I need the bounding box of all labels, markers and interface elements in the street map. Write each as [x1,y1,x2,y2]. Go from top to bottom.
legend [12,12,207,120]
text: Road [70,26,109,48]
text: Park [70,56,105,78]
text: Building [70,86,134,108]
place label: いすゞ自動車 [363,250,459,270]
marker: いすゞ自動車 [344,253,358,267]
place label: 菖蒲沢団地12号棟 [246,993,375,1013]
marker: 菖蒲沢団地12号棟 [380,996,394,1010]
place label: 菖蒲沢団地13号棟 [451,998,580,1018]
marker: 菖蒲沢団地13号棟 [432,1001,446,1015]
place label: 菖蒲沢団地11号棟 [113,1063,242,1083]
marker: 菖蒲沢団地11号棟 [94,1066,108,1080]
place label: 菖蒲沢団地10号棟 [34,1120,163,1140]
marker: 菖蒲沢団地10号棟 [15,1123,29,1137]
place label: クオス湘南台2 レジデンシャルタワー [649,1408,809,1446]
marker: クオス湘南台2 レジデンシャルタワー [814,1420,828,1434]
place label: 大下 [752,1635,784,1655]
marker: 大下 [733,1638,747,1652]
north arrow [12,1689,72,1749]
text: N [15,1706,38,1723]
.....
#### Task to carry out
Please quote the data above in full, with no line missing.

#### Solution to this exercise
I need the bounding box of all labels, markers and interface elements in the street map. Write each as [x1,y1,x2,y2]. Go from top to bottom.
legend [12,12,207,120]
text: Road [70,26,109,48]
text: Park [70,56,105,78]
text: Building [70,86,134,108]
place label: いすゞ自動車 [363,250,459,270]
marker: いすゞ自動車 [344,253,358,267]
place label: 菖蒲沢団地12号棟 [246,993,375,1013]
marker: 菖蒲沢団地12号棟 [380,996,394,1010]
place label: 菖蒲沢団地13号棟 [451,998,580,1018]
marker: 菖蒲沢団地13号棟 [432,1001,446,1015]
place label: 菖蒲沢団地11号棟 [113,1063,242,1083]
marker: 菖蒲沢団地11号棟 [94,1066,108,1080]
place label: 菖蒲沢団地10号棟 [34,1120,163,1140]
marker: 菖蒲沢団地10号棟 [15,1123,29,1137]
place label: クオス湘南台2 レジデンシャルタワー [649,1408,809,1446]
marker: クオス湘南台2 レジデンシャルタワー [814,1420,828,1434]
place label: 大下 [752,1635,784,1655]
marker: 大下 [733,1638,747,1652]
north arrow [12,1689,72,1749]
text: N [15,1706,38,1723]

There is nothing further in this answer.